Identity management and access governance is defined as a shared platform and consistent processes for managing information about users: who they are, how they are authenticated and what they can access.
Identity and access management (IAM) systems address a set of core business challenges:
- Security and regulatory compliance:
- The access deactivation process may be slow or unreliable, allowing users who have left the organization to retain access.
- Access to privileged accounts, such as Administrator, root or sa is not consistently secured, leading to weak accountability and access to critical systems retained by departed users.

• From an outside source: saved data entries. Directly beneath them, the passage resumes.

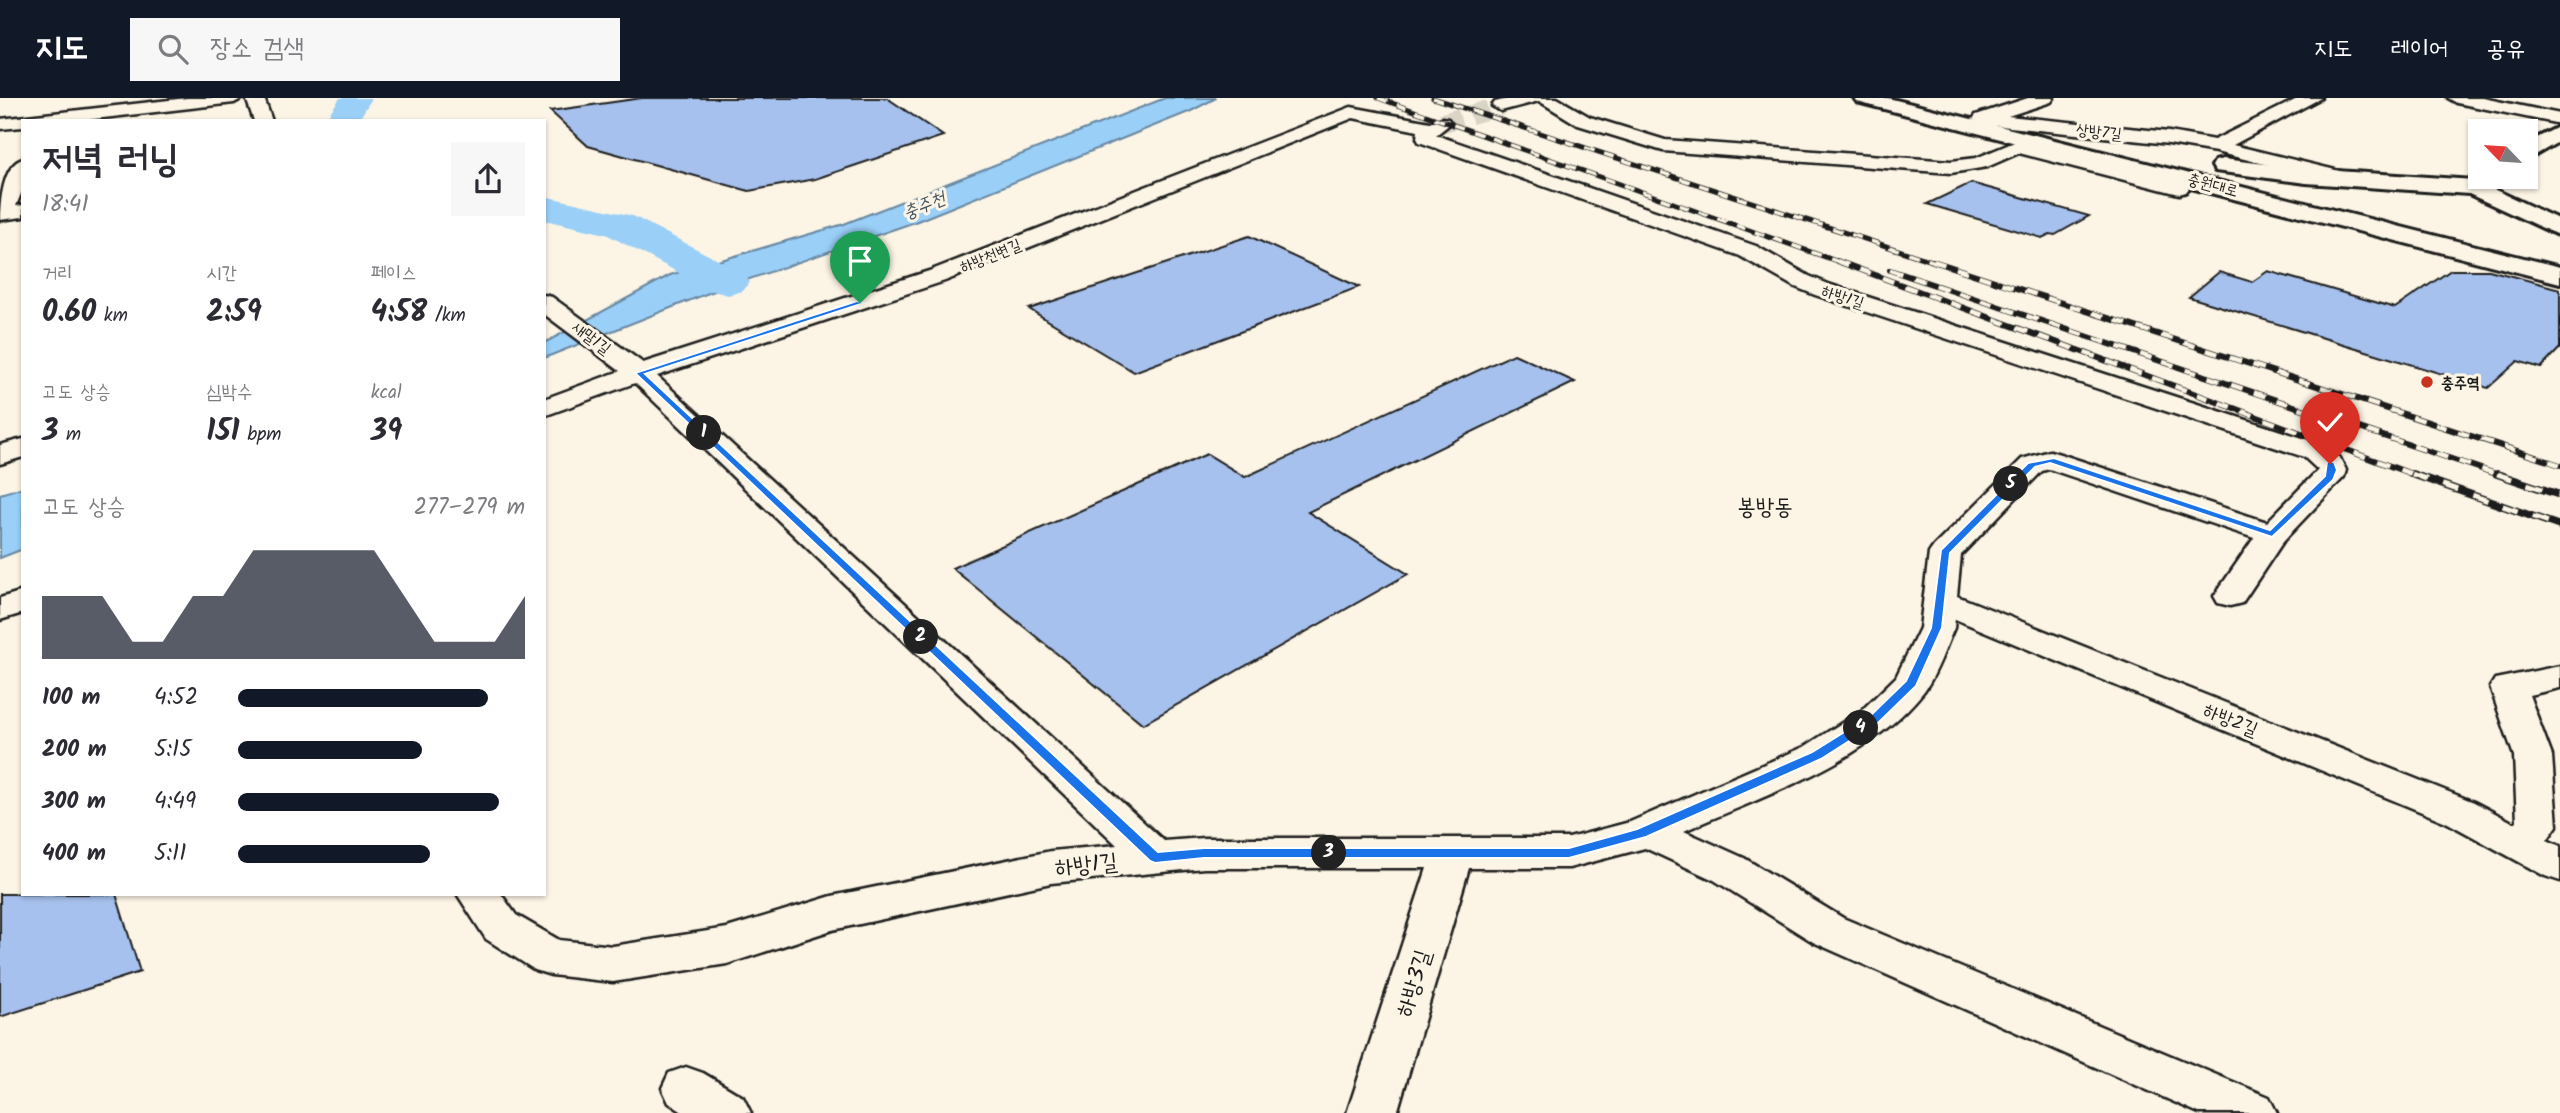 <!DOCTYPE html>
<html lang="ko">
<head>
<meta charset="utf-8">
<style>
  :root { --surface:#fff; --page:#f7f7f7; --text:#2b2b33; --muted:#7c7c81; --accent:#111827 }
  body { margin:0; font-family:Kalam,"Poor Story",sans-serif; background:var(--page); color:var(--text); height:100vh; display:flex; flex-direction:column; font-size:26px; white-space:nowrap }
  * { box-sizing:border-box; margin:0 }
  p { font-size:23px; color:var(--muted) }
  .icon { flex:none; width:38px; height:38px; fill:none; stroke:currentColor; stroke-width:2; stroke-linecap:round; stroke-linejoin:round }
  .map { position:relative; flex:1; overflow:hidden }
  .panel { position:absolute; left:21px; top:21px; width:525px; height:777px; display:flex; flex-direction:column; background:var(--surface); border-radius:0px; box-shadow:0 2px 5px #0004 }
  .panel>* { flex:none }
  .needle { width:46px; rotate:295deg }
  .tools { position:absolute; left:2468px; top:21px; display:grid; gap:14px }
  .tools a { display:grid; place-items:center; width:70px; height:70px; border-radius:0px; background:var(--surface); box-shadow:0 2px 5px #0004; font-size:35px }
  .pin { position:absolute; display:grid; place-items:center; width:60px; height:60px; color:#fff; margin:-72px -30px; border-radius:50% 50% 50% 0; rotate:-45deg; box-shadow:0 0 7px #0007 }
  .pin .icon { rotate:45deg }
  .km { position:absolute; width:35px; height:35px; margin:-18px; border-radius:50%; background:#222; color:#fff; font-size:19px; line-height:35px; text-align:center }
  .round { display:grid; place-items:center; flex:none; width:74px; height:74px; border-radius:0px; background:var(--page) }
  .overview { display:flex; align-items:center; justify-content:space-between; height:119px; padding:0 21px }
  h1 { font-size:38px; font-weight:700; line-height:52px }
  .stats { display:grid; grid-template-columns:repeat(3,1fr); gap:10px; height:119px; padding:7px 21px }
  .stats div { display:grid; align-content:center }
  .stats b { font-size:30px; font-weight:700 }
  .stats small { font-size:19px; font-weight:400 }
  .stats p { font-size:19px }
  .chart { height:196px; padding:14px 21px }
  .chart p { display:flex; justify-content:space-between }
  .chart svg { width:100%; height:126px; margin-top:7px; fill:var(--accent); opacity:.7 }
  ul { padding:0 21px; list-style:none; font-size:23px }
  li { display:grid; grid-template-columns:112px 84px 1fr; align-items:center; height:52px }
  li i { height:18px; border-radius:9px; background:var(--accent) }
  header { display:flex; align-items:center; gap:42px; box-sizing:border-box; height:98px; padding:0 35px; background:var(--accent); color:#fff }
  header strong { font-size:33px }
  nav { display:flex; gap:38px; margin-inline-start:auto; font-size:24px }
  .search { width:490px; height:63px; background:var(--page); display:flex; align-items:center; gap:18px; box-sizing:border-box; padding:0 24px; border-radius:0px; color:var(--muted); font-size:26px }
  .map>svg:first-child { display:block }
</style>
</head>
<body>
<header>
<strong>지도</strong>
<div class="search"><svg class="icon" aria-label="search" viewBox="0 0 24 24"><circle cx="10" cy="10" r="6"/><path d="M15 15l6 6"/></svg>장소 검색</div>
<nav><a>지도</a><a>레이어</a><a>공유</a></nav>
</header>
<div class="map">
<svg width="2560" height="1015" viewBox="0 0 2560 1015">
  <rect width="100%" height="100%" fill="#fcf5e5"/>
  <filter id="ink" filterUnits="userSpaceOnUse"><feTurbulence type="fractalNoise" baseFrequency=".0143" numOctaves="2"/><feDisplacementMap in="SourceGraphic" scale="14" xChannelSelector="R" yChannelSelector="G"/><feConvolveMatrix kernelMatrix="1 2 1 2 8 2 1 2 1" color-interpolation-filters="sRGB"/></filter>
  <g filter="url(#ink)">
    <!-- water -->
    <path fill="#9acff8" stroke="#6887a0" stroke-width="2" d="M1165,0h51l-25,13 -276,111 -209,72 -162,64v-15l126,-68 174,-51z
      M23,389v62l-23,9v-64z"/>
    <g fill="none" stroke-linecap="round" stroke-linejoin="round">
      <!-- river -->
      <path fill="#9acff8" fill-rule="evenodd" d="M340,0h32l-14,23h-34z
        M544,98l89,20 110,57 7,9 -7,9 -15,4 -15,-4 -107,-57 -62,-14z"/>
    </g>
    <!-- building -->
    <path fill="#a6c1ed" stroke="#1c1c1c" stroke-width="2" d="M642,0h245l56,38 -128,43 -66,12 -161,-45 -38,-35z
      M1971,85l118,33 -34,19 -5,-1 -8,4 -115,-34z
      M1249,138l110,51 -225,85 -105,-63z
      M2451,172h38l71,19v59l-19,20 -23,-7 -30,27 -299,-91 30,-25 33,10 16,-11 127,37z
      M1514,256l61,28 -267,130 100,62 -265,150 -191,-156 255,-114 38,23z
      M0,796h116l24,78 -140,45z"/>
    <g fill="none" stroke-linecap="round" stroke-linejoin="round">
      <!-- street-tunnel -->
      <path stroke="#dad4c7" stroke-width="19" stroke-dasharray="19 10" stroke-linecap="butt" d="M1442,25l59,-17"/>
      <defs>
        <path id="street" d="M187,0h56l-9,5 -157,18h-54v6l-23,2v-10z
          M246,0h18l8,23h-18z
          M1512,0h45l33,19 75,23 286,21 25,-3 41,-17 169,43 3,4 -3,4 -7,2 -160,-41 -32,14 -36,6 -288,-22 -85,-26 -39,-24 -38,10 -9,-5 3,-4z
          M2028,0h26l-3,4 -43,14 161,16 45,8 85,-42h22l-88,47 123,30 3,4 -3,4 -7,2 -133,-33 -47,-8 -187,-20 -9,-5 3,-4z
          M2448,0h35l77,16v10l-103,-21z
          M1351,9l79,15 12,-4 6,1 3,4 -15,12 320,111 53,30 22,9 493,160 16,13 6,12 -2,7 -60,63 -42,63 -12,3 -12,-3 -4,-7 40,-58 -205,-69 -7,2 -81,84 -4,41 517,206 40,21 3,-2 -3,-65 -24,-69 5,-8 65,-13v22l-31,7 23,61 5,70 -10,14 13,6v35l-15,-5 -99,-54 -491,-203 -1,9c-9,20 -17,46 -30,63 -58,73 -158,103 -240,140l60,27 99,60 426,179 8,16h-78l-386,-171 -99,-62 -69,-32 -76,20h-100l-72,245h-50l80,-245h-223l-153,15 -219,47 -105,34 -114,18 -62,-7 -16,-5 -49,-31 -29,-45h44l15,21 43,25 54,6 114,-18 105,-32 219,-45 66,-6 -482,-462 -91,33v-17l76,-28 -76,-57v-19l8,2 91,66 286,-92zM1353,20l65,13 -1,7 2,4 321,114 53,30 22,9 489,162 14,13 -51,52 -207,-68 -10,-3 -28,8 -88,87 -5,7 -9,75 -24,49 -34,33 -58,37 -174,75 -61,16h-365l-40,3 -507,-465 288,-95z
          M23,61v30l-7,17 7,-1v12l-23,3c0,-17 3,-56 23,-61z
          M23,341v18l-23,7v-19z
          M23,493v22l-23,7v-22z
          M686,969l17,6 40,24 8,16h-67l-15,-10 -7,-15 7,-15z"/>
        <path id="secondary" d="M1854,0h34l672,169v16l-703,-181z
          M2560,28v15l-35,20v-17z
          M2223,61l83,10 168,11 86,40v16l-91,-42 -163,-11 -91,-12 -3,-5 3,-5z"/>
      </defs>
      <!-- street casing -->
      <use href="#street" stroke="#1c1c1c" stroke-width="5"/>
      <!-- secondary casing -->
      <use href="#secondary" stroke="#1c1c1c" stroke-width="6"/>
      <!-- street -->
      <use href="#street" fill="#fcf5e5" fill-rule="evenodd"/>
      <!-- secondary -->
      <use href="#secondary" fill="#fcf5e5" fill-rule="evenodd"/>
      <defs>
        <path id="rail-far2" d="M1378,0l464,165
          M1433,0l505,165"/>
        <path id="rail-far1" d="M1837,163l580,215
          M1933,163l627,204
          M1890,172l612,206"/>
        <path id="rail" d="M2412,376l148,52
          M2497,376l63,21"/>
      </defs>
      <!-- rail-far2 casing -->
      <use href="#rail-far2" stroke="#1c1c1c" stroke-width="5"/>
      <!-- rail-far1 casing -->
      <use href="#rail-far1" stroke="#1c1c1c" stroke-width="6"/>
      <!-- rail casing -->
      <use href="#rail" stroke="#1c1c1c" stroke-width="8"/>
      <!-- rail-far2 -->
      <use href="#rail-far2" stroke="#fcf5e5" stroke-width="3.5" stroke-dasharray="10" stroke-linecap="butt"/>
      <!-- rail-far1 -->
      <use href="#rail-far1" stroke="#fcf5e5" stroke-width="4.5" stroke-dasharray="12" stroke-linecap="butt"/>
      <!-- rail -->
      <use href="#rail" stroke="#fcf5e5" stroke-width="5" stroke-dasharray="16" stroke-linecap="butt"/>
    </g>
  </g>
  <!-- route -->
  <path fill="#1a73e8" stroke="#fff" stroke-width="2" d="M857,203l7,2 -219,71 513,478 46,-4h365l68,-19 175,-77 58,-36 36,-35 25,-53 10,-78 87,-87 26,-5 216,72 55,-54 2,-14h7l3,8 -4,10 -61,57 -222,-74 -15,4 -85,86 -8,75 -26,58 -37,36 -58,37 -175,78 -77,21h-365l-49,5 -5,-2 -515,-488z"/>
  <!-- markers -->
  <circle fill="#c8321e" stroke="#fcf5e5" stroke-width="2.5" cx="2427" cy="284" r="7"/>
  <g text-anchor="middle" stroke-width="6" stroke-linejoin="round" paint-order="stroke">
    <!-- far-street labels -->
    <g font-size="16" fill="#1c1c1c" stroke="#fcf5e5">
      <text transform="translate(2099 33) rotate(6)" y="6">상방7길</text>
      <text transform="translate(2213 86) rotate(15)" y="6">충원대로</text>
      <text transform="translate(990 157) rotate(-22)" y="6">하방천변길</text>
      <text transform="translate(1843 198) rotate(18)" y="6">하방1길</text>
      <text transform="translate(592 239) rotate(37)" y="6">새말1길</text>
    </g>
    <!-- far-poi labels -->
    <g font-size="16" font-weight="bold" fill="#1c1c1c" stroke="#fcf5e5" text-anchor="start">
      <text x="2441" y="290">충주역</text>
    </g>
    <!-- far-water labels -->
    <g font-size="18" font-style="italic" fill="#42525e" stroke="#fcf5e5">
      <text transform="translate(924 107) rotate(-22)" y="6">충주천</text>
    </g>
    <!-- street labels -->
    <g font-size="19" fill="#1c1c1c" stroke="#fcf5e5">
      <text transform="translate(2231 621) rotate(22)" y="7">하방2길</text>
    </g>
    <!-- quarter labels -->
    <g font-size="23" fill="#1c1c1c" stroke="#fcf5e5">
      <text x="1765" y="416">봉방동</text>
    </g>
    <!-- near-street labels -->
    <g font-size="23" fill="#1c1c1c" stroke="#fcf5e5">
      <text transform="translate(1086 766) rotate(-6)" y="8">하방1길</text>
      <text transform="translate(1413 885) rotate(-73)" y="8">하방3길</text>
    </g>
  </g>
</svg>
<div class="tools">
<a><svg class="needle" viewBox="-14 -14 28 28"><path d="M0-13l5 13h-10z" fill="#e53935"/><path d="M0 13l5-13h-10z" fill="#7c7c81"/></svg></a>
</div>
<div class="pin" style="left:860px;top:205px;background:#1e9e55"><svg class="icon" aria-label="arrive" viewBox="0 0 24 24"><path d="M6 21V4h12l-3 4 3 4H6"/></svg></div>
<div class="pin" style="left:2330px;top:366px;background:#d93025"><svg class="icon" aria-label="check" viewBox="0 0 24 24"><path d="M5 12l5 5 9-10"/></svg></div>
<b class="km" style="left:704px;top:335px">1</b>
<b class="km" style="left:921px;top:539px">2</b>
<b class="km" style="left:1329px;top:755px">3</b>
<b class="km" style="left:1861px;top:630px">4</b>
<b class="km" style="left:2011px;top:386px">5</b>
<section class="panel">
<div class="overview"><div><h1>저녁 러닝</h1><p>18:41</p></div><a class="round"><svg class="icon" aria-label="share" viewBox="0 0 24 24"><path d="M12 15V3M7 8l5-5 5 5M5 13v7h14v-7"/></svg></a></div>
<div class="stats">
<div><p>거리</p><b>0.60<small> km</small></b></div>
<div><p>시간</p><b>2:59</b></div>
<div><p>페이스</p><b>4:58<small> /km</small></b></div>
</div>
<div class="stats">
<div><p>고도 상승</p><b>3<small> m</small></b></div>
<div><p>심박수</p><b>151<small> bpm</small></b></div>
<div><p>kcal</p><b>39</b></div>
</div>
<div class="chart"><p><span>고도 상승</span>277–279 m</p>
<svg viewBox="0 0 160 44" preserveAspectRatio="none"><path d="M0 44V22L10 22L20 22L30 38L40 38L50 22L60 22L70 6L80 6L90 6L100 6L110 6L120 22L130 38L140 38L150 38L160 22V44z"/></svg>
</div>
<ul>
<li><b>100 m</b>4:52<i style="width:87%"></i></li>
<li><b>200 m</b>5:15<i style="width:64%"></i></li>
<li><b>300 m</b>4:49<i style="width:91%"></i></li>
<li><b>400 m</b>5:11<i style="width:67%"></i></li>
</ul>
</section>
</div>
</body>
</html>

- Users accumulate security entitlements over time, ending up with the ability to commit fraud or other abuses.
- Responding to audit queries about who has what, who requested and approved access and whether access is consistent with policy is time consuming.
- IT support cost:
- The IT help desk must resolve many login- and access-related calls.
- A large number of access administration staff are needed to setup, manage and tear-down user access in response to organizational changes.
- User service:
- It is difficult for users to figure out how to request access for new or reassigned users.
- It takes too long to authorize and provision needed access rights.
- Users must manage too many passwords and fill in too many login prompts.
The Hitachi ID Identity and Access Management Suite is designed as identity management and access governance middleware, in the sense that it presents a uniform user interface and a consolidated set of business processes to manage user objects, identity attributes, security rights and credentials across multiple systems and platforms. This is illustrated in Figure [link].
The Hitachi ID Identity and Access Management Suite includes several functional identity management and access governance modules:
- Hitachi ID Identity Manager
-- User provisioning, RBAC, SoD and access certification.
- Monitoring systems of record to update user profiles and automatically requesting matching changes to identities and access rights.
- A portal where users may requests changes to identities and access rights, with advanced search and access controls.
- Workflow to route change requests to authorizers and implementers.
- Analytics, including risk scores deviation from role and violation of SoD.
Hitachi ID Identity Manager includes the following additional features, at no extra charge:
- Hitachi ID Access Certifier
-- Periodic review and cleanup of security entitlements.
- Delegating review of access rights, policy configuration and identity attributes to business stake-holders.
- Engagement with managers, resource owners and policy owners.
- Hitachi ID Group Manager
-- Self-service management of security group membership.
- Self-service and delegated requests for access to resources and the groups that have rights to them.
- Group Manager is also available as a stand-alone product, as well as a component of Hitachi ID Identity Manager.
- Hitachi ID Org Manager
-- Delegated construction and maintenance of Orgchart data.
- Delegating the construction and maintenance of manager/subordinate relationships to managers.
- Read/write integration with directories and HR systems.
- Hitachi ID Password Manager
-- Self service management of passwords, PINs and encryption keys.
- Password synchronization, via browser or by intercepting native password changes.
- Self-service and assisted reset of passwords and PINs.
- Self-service unlock of encrypted filesystems, where users may have forgotten a pre-boot password.
- Access from anywhere - browser, smart phone app, voice phone call, PC login screen, pre-boot password prompt, on-premises or off-site.
- Two factor authentication for all users, using either existing credentials (RSA, etc.) or by introducing new mechanisms, such as browser fingerprinting, sending a PIN to the user's phone or an included smart phone app.
- Federated access (SAML IdP) to compatible applications.
- A personal vault, where users can securely store and retrieve unmanaged credentials.
- Managed enrollment of security questions, mobile phone numbers, etc.
Hitachi ID Password Manager includes the following additional features, at no extra charge:
- Hitachi ID Login Manager
-- Automated application logins.
- Automatically sign users into systems and applications.
- Eliminate the need to build and maintain personal password wallets, using a combination of password synchronization and pattern matching.
- Hitachi ID Telephone Password Manager
-- Telephone self-service for passwords and tokens.
- Turn-key telephony-enabled password and PIN reset, including for RSA SecurID tokens.
- Self-service unlock for forgotten pre-boot disk encryption passwords.
- Authentication with either numeric security questions or voice print biometrics.
- Support for multiple spoken languages.
- Hitachi ID Privileged Access Manager
-- Secure administrator and service accounts.
- Automatically discover and classify systems, accounts, groups and services to manage.
- Periodically randomize and vault passwords to privileged accounts.
- Authenticate, authorize and log user access to privileged accounts and groups, including built-in 2FA for all users.
- Orchestrate changes to service account and embedded account passwords.
- Discover, analyze and modify SSH trust relationships.
- Risk scores and analytics, at request time and after the fact.
- Record sessions (video, keylog, etc.) with search and playback.
- Group Manager is available both as a stand-alone product and as a component of Hitachi ID Identity Manager.
The relationships between the Hitachi ID Identity and Access Management Suite components is illustrated in Figure [link].